*RECORDS SHOWN:*
· · · · ·
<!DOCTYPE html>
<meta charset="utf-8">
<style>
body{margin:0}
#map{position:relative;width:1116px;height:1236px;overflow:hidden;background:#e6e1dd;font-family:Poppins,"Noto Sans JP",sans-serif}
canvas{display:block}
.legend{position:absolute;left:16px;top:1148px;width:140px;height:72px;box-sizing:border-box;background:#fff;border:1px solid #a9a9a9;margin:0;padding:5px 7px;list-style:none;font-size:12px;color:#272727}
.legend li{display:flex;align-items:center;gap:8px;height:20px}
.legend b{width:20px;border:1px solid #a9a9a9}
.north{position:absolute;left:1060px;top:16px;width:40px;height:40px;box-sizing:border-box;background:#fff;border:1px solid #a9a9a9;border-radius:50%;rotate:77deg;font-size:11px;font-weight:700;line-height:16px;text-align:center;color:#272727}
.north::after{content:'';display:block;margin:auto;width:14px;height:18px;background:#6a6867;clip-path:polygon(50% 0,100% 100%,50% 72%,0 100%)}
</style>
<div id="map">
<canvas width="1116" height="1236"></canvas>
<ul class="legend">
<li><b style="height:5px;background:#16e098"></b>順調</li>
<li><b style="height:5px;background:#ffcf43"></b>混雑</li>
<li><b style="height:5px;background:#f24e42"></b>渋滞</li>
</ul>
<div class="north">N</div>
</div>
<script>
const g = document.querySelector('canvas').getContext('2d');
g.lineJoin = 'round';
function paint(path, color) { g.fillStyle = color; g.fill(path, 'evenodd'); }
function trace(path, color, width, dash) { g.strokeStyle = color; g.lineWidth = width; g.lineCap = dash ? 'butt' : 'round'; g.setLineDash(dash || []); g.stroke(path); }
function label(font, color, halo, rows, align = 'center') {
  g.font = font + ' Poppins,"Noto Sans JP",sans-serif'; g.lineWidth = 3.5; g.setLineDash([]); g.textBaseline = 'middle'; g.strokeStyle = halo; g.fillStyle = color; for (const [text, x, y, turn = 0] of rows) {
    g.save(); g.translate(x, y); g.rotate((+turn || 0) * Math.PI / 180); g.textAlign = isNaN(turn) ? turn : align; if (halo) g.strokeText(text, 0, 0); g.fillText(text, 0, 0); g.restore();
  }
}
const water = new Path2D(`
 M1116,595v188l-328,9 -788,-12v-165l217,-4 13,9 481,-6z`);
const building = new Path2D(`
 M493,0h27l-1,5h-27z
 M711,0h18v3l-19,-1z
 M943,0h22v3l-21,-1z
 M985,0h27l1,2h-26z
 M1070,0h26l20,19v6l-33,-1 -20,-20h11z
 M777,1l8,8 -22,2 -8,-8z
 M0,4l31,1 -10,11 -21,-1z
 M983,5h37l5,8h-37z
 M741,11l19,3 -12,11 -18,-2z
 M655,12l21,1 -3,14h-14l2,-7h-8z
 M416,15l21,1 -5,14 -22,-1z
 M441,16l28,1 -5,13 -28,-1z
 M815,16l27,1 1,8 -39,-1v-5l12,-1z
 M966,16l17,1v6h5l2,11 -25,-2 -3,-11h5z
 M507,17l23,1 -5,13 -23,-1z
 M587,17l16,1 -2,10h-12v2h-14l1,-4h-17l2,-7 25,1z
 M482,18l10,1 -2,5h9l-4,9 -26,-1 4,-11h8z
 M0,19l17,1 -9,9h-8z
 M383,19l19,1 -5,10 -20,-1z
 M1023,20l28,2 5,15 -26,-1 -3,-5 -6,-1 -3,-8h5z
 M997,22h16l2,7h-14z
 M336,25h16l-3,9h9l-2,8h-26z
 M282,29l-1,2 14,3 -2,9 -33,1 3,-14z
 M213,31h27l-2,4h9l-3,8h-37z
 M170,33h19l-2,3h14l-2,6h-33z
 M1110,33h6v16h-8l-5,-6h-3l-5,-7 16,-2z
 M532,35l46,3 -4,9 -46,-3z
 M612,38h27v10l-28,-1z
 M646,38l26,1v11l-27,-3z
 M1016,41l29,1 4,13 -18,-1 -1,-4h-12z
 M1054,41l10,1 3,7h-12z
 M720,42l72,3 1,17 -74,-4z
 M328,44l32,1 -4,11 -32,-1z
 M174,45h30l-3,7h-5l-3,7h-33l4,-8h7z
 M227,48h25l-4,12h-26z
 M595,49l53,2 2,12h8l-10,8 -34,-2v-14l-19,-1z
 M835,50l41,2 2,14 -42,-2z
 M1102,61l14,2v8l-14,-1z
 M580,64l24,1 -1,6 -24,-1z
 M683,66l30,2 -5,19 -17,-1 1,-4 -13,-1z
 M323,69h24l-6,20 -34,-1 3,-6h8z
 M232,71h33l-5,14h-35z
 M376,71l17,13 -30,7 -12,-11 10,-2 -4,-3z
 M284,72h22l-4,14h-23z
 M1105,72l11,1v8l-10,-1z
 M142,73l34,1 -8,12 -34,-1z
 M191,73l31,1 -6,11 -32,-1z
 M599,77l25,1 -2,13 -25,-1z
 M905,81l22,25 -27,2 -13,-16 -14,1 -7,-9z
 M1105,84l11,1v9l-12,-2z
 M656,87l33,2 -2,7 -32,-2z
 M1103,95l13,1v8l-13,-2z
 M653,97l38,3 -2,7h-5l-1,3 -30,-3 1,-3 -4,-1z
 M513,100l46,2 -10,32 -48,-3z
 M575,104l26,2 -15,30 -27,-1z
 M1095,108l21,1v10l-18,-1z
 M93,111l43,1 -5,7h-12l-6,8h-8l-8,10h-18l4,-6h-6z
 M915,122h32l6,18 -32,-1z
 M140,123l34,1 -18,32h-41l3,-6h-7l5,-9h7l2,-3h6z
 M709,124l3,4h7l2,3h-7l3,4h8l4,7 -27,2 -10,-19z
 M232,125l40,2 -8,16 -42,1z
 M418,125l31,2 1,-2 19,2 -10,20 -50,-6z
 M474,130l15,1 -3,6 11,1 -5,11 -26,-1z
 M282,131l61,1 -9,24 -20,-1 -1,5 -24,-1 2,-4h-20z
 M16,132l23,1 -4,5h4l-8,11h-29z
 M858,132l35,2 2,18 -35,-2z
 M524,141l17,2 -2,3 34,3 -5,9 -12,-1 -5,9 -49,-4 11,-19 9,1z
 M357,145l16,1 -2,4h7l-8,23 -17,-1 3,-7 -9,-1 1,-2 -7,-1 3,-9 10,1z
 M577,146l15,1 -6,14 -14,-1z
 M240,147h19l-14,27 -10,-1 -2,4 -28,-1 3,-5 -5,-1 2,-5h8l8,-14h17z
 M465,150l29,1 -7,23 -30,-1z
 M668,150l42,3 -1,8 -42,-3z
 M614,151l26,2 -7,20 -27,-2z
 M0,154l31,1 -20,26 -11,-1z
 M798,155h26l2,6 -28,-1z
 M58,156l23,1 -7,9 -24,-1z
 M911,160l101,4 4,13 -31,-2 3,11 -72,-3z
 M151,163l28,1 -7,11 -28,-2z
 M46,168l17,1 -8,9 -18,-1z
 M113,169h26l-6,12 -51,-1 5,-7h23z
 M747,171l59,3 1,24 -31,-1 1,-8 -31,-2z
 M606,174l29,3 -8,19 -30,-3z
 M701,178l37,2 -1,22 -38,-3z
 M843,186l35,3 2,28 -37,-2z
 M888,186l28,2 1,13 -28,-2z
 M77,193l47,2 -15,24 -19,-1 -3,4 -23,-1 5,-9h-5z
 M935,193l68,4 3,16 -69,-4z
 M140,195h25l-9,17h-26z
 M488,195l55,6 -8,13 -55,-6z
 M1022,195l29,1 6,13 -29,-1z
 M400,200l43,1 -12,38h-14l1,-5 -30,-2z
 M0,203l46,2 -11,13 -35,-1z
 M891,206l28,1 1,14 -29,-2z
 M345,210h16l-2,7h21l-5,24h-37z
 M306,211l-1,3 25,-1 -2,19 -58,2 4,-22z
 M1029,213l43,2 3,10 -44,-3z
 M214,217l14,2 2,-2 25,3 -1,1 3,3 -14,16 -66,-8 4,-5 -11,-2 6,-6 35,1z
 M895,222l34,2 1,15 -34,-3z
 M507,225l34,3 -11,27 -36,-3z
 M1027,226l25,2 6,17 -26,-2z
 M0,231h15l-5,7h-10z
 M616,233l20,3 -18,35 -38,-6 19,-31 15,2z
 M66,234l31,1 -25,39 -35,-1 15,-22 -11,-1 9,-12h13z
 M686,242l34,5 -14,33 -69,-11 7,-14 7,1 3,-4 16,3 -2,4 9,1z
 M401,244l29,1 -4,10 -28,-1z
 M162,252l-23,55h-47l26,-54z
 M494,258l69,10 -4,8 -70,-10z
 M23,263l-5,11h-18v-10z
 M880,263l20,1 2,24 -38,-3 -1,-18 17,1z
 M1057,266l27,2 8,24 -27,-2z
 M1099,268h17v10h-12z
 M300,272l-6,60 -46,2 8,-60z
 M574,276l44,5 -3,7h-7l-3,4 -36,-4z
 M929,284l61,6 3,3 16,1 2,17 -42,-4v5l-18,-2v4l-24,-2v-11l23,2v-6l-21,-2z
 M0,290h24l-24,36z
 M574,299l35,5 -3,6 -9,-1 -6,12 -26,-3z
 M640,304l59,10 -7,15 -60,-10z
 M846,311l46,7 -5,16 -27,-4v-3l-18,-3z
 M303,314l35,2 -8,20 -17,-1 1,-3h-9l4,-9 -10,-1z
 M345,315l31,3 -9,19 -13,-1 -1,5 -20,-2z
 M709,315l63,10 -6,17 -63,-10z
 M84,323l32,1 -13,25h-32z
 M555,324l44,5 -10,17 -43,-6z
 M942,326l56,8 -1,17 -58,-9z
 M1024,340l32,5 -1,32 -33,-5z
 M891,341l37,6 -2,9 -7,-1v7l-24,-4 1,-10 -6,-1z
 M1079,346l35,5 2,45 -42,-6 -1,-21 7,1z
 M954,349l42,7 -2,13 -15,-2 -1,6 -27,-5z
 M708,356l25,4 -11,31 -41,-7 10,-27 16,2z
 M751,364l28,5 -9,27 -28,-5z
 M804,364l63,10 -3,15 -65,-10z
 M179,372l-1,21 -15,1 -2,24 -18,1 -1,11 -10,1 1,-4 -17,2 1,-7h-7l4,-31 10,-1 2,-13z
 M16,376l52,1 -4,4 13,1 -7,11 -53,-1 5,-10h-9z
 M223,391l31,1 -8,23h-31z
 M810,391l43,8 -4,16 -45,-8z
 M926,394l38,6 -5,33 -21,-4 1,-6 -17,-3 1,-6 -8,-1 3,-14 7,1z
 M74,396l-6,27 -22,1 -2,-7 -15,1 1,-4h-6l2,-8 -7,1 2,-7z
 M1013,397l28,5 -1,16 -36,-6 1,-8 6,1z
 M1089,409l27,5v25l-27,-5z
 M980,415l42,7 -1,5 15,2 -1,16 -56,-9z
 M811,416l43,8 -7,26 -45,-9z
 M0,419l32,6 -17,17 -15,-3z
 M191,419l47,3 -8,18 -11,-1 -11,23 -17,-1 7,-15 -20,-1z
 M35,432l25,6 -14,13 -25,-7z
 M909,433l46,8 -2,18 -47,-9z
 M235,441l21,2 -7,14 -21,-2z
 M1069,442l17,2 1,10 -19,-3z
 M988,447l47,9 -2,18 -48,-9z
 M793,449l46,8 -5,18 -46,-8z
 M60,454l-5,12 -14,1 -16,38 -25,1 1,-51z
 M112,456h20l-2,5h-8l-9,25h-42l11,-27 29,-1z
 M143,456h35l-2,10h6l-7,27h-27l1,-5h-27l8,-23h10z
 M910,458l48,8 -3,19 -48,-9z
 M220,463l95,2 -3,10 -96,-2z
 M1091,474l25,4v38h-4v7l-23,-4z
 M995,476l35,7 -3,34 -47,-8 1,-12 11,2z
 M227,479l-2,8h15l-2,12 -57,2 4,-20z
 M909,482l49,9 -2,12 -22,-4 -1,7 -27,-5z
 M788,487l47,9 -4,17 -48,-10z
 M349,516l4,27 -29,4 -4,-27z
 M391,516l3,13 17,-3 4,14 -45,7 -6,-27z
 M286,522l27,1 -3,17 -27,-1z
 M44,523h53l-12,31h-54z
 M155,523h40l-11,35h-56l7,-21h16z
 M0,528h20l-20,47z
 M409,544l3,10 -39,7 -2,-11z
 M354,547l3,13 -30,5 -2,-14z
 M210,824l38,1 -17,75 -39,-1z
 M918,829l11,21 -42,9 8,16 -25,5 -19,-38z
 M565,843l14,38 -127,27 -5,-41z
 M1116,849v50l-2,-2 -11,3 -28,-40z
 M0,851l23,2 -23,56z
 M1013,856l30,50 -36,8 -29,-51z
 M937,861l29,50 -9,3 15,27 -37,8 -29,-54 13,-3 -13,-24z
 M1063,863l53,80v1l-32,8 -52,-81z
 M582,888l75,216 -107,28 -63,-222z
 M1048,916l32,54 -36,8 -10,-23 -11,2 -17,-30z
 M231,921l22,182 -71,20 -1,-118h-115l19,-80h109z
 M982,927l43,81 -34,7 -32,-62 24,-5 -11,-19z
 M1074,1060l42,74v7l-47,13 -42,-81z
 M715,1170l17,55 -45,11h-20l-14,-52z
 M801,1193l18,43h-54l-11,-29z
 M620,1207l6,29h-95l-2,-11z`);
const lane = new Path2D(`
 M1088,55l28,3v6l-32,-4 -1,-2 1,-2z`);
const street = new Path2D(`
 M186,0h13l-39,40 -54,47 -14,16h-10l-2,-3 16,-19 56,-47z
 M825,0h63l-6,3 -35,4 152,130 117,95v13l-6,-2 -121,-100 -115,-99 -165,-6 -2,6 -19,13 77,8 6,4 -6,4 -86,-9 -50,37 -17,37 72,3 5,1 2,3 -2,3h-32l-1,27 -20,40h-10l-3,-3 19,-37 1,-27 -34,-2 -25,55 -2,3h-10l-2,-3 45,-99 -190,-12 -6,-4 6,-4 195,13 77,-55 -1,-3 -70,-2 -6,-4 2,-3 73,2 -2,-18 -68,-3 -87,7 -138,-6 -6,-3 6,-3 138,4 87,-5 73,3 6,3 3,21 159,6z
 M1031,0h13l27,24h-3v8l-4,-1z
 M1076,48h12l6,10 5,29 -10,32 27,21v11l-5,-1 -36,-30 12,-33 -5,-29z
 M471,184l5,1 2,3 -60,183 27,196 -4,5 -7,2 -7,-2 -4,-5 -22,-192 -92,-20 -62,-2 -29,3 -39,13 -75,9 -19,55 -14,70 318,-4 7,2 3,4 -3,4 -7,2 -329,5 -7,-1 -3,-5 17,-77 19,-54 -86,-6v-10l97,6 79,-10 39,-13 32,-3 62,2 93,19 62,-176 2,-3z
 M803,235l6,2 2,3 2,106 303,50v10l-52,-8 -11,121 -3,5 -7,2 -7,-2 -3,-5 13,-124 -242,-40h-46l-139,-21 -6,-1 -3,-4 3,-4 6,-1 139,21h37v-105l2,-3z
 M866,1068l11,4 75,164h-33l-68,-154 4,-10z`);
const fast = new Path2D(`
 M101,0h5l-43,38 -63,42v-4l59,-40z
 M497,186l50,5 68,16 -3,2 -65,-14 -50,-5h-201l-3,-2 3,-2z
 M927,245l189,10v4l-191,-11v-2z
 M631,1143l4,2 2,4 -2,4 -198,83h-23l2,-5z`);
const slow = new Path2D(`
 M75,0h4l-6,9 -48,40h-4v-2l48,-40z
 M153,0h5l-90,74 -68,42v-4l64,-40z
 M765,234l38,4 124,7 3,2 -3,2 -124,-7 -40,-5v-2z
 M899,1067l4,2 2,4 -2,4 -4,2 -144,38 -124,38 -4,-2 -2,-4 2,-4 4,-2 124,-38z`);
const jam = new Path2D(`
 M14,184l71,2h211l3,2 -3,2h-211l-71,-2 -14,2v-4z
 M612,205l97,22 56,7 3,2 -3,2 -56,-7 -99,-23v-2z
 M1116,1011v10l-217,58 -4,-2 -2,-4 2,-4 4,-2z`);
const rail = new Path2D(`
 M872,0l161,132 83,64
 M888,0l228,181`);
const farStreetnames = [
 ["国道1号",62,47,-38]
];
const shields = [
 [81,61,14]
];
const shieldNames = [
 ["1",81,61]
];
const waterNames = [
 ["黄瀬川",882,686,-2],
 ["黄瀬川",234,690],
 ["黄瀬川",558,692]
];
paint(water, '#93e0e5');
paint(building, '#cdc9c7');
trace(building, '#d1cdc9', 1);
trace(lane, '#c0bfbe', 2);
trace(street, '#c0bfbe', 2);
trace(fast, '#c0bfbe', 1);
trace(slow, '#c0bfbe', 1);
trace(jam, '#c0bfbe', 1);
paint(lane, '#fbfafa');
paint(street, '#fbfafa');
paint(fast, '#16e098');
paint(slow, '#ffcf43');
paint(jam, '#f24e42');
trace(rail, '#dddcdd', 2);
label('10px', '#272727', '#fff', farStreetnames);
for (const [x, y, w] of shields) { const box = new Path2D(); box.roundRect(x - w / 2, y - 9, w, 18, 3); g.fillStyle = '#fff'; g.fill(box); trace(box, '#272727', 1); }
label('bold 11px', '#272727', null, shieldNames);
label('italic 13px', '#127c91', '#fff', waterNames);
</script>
· · · · ·
*WORK TASK:*
All that should be written out is the stretch of lines above between the one holding "M227,479l-2,8h15l-2,12 -57,2 4,-20z" and the one holding "M75,0h4l-6,9 -48,40h-4v-2l48,-40z", inclusive, exactly as given.

*RESPONSE TO THE EXERCISE:*
 M227,479l-2,8h15l-2,12 -57,2 4,-20z
 M909,482l49,9 -2,12 -22,-4 -1,7 -27,-5z
 M788,487l47,9 -4,17 -48,-10z
 M349,516l4,27 -29,4 -4,-27z
 M391,516l3,13 17,-3 4,14 -45,7 -6,-27z
 M286,522l27,1 -3,17 -27,-1z
 M44,523h53l-12,31h-54z
 M155,523h40l-11,35h-56l7,-21h16z
 M0,528h20l-20,47z
 M409,544l3,10 -39,7 -2,-11z
 M354,547l3,13 -30,5 -2,-14z
 M210,824l38,1 -17,75 -39,-1z
 M918,829l11,21 -42,9 8,16 -25,5 -19,-38z
 M565,843l14,38 -127,27 -5,-41z
 M1116,849v50l-2,-2 -11,3 -28,-40z
 M0,851l23,2 -23,56z
 M1013,856l30,50 -36,8 -29,-51z
 M937,861l29,50 -9,3 15,27 -37,8 -29,-54 13,-3 -13,-24z
 M1063,863l53,80v1l-32,8 -52,-81z
 M582,888l75,216 -107,28 -63,-222z
 M1048,916l32,54 -36,8 -10,-23 -11,2 -17,-30z
 M231,921l22,182 -71,20 -1,-118h-115l19,-80h109z
 M982,927l43,81 -34,7 -32,-62 24,-5 -11,-19z
 M1074,1060l42,74v7l-47,13 -42,-81z
 M715,1170l17,55 -45,11h-20l-14,-52z
 M801,1193l18,43h-54l-11,-29z
 M620,1207l6,29h-95l-2,-11z`);
const lane = new Path2D(`
 M1088,55l28,3v6l-32,-4 -1,-2 1,-2z`);
const street = new Path2D(`
 M186,0h13l-39,40 -54,47 -14,16h-10l-2,-3 16,-19 56,-47z
 M825,0h63l-6,3 -35,4 152,130 117,95v13l-6,-2 -121,-100 -115,-99 -165,-6 -2,6 -19,13 77,8 6,4 -6,4 -86,-9 -50,37 -17,37 72,3 5,1 2,3 -2,3h-32l-1,27 -20,40h-10l-3,-3 19,-37 1,-27 -34,-2 -25,55 -2,3h-10l-2,-3 45,-99 -190,-12 -6,-4 6,-4 195,13 77,-55 -1,-3 -70,-2 -6,-4 2,-3 73,2 -2,-18 -68,-3 -87,7 -138,-6 -6,-3 6,-3 138,4 87,-5 73,3 6,3 3,21 159,6z
 M1031,0h13l27,24h-3v8l-4,-1z
 M1076,48h12l6,10 5,29 -10,32 27,21v11l-5,-1 -36,-30 12,-33 -5,-29z
 M471,184l5,1 2,3 -60,183 27,196 -4,5 -7,2 -7,-2 -4,-5 -22,-192 -92,-20 -62,-2 -29,3 -39,13 -75,9 -19,55 -14,70 318,-4 7,2 3,4 -3,4 -7,2 -329,5 -7,-1 -3,-5 17,-77 19,-54 -86,-6v-10l97,6 79,-10 39,-13 32,-3 62,2 93,19 62,-176 2,-3z
 M803,235l6,2 2,3 2,106 303,50v10l-52,-8 -11,121 -3,5 -7,2 -7,-2 -3,-5 13,-124 -242,-40h-46l-139,-21 -6,-1 -3,-4 3,-4 6,-1 139,21h37v-105l2,-3z
 M866,1068l11,4 75,164h-33l-68,-154 4,-10z`);
const fast = new Path2D(`
 M101,0h5l-43,38 -63,42v-4l59,-40z
 M497,186l50,5 68,16 -3,2 -65,-14 -50,-5h-201l-3,-2 3,-2z
 M927,245l189,10v4l-191,-11v-2z
 M631,1143l4,2 2,4 -2,4 -198,83h-23l2,-5z`);
const slow = new Path2D(`
 M75,0h4l-6,9 -48,40h-4v-2l48,-40z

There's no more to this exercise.